Serialize using pre-order traversal, converting the tree into a string. Use a special marker (e.g., "#") for null nodes. Deserialize by parsing the string, reconstructing nodes recursively, and handling markers to create null children.

Example answer:

Tree [1,2,3,null,null,4,5].
Serialize: "1,2,#,#,3,4,#,#,5,#,#".
Deserialize: Read "1", create root. Read "2", create left child. Read "#", left child of 2 is null. Read "#", right child of 2 is null. Read "3", right child of 1 is 3. And so on.

14. Pow(x, n)

Why you might get asked this:

Tests your understanding of binary exponentiation (or exponentiation by squaring), an efficient algorithm to compute powers in O(log n) time, avoiding iterative multiplication.

How to answer:

Handle n=0 (result is 1) and negative n.
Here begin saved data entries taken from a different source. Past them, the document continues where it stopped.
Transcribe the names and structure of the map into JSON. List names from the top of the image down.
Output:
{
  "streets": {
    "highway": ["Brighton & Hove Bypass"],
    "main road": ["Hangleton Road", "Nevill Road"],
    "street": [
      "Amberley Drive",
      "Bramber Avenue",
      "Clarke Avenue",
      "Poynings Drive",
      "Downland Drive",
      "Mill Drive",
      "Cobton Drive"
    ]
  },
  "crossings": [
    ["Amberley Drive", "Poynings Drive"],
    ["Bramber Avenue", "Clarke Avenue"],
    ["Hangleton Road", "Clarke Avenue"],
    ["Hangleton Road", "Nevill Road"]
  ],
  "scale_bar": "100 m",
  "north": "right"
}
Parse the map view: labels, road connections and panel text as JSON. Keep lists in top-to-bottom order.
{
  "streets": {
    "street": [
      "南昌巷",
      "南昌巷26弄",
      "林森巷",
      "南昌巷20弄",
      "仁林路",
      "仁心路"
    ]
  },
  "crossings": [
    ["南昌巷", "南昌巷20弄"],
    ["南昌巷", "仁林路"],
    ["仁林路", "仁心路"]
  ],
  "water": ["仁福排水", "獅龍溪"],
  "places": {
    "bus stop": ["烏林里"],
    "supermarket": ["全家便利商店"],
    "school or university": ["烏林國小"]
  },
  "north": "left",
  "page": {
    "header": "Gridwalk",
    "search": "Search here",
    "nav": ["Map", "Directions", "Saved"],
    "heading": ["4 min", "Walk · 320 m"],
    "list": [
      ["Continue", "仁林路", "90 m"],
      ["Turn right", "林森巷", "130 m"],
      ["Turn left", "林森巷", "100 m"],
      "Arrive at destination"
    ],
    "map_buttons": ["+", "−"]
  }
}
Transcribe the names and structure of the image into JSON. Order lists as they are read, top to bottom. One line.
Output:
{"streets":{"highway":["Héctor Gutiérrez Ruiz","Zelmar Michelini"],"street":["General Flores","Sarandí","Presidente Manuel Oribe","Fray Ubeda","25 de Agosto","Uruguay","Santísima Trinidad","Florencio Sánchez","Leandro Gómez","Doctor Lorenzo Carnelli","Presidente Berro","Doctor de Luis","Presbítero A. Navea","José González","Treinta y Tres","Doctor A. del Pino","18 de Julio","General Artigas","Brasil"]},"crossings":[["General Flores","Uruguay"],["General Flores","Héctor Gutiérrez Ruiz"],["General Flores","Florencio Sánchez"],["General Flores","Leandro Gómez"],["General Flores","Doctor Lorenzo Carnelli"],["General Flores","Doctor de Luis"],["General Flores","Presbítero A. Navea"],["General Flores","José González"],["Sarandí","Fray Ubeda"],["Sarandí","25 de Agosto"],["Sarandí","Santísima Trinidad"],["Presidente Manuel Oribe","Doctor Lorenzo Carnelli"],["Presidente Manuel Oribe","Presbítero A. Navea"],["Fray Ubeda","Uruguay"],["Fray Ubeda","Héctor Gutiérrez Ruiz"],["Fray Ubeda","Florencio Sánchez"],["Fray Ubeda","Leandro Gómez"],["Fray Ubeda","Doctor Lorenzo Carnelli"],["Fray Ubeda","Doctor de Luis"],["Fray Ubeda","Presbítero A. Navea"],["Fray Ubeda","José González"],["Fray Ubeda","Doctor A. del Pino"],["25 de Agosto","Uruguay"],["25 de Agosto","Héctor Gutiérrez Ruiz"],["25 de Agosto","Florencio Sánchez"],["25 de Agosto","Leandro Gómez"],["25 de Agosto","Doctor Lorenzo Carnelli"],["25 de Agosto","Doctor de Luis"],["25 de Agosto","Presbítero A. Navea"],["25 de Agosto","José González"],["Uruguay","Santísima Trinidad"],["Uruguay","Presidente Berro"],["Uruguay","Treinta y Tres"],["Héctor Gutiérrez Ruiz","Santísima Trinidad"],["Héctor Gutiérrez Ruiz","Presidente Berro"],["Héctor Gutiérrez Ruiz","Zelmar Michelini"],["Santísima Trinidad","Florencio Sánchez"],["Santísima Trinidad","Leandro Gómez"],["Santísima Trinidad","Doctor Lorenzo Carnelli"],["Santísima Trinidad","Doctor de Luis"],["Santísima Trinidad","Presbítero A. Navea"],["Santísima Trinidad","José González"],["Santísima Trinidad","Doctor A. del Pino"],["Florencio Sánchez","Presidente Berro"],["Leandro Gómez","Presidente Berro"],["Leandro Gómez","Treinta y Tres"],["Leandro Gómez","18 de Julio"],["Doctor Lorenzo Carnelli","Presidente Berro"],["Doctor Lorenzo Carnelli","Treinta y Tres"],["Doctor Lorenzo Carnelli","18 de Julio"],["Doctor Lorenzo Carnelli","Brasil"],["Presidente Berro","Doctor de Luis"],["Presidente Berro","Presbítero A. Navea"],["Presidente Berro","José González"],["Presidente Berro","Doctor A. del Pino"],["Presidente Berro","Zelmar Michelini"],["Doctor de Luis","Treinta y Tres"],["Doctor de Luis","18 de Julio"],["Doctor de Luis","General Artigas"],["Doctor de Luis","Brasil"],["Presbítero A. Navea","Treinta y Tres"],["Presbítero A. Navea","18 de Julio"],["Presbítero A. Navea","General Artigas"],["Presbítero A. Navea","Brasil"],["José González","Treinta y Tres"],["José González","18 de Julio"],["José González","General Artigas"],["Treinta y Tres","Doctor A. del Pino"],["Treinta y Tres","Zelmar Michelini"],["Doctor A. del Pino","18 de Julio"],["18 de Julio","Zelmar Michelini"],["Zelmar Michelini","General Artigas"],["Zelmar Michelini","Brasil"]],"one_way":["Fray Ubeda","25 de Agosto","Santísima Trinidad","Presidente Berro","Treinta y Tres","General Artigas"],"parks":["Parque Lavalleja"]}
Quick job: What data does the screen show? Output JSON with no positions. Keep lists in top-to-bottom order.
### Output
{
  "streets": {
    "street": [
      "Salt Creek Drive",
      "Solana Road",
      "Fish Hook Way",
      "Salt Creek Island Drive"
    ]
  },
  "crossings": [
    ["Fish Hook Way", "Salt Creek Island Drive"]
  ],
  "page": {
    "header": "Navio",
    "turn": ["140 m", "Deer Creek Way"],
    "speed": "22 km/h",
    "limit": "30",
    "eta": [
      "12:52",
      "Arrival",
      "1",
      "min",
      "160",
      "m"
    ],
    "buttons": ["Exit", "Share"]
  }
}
Use recursion: pow(x, n/2) * pow(x, n/2). If n is odd, multiply by x. For negative n, calculate 1 / pow(x, -n).

Example answer:

pow(2, 10): pow(2,5) pow(2,5). pow(2,5): pow(2,2)pow(2,2)*2.
pow(2,2): pow(2,1)pow(2,1). pow(2,1): pow(2,0)pow(2,0)*2.
Base pow(2,0)=1. Then compute back up.

15. LRU Cache

Why you might get asked this:

A classic design problem combining hash maps (for O(1) lookups) and doubly linked lists (for O(1) recency updates), requiring careful management of both data structures.

How to answer:

Implement with a hash map mapping keys to nodes in a doubly linked list. The linked list maintains item order by recency, with the head being most recent and tail being least recent. Update nodes to head on access, evict from tail on capacity overflow.

Example answer:

Capacity 2. put(1,1). List: 1. Map: {1:node1}.
put(2,2). List: 1<->2. Map: {1:node1, 2:node2}.
get(1). 1 moved to head. List: 2<->1. Map: {...}.
put(3,3). Capacity reached. Evict 2 (tail). List: 1<->3. Map: {1:node1, 3:node3}.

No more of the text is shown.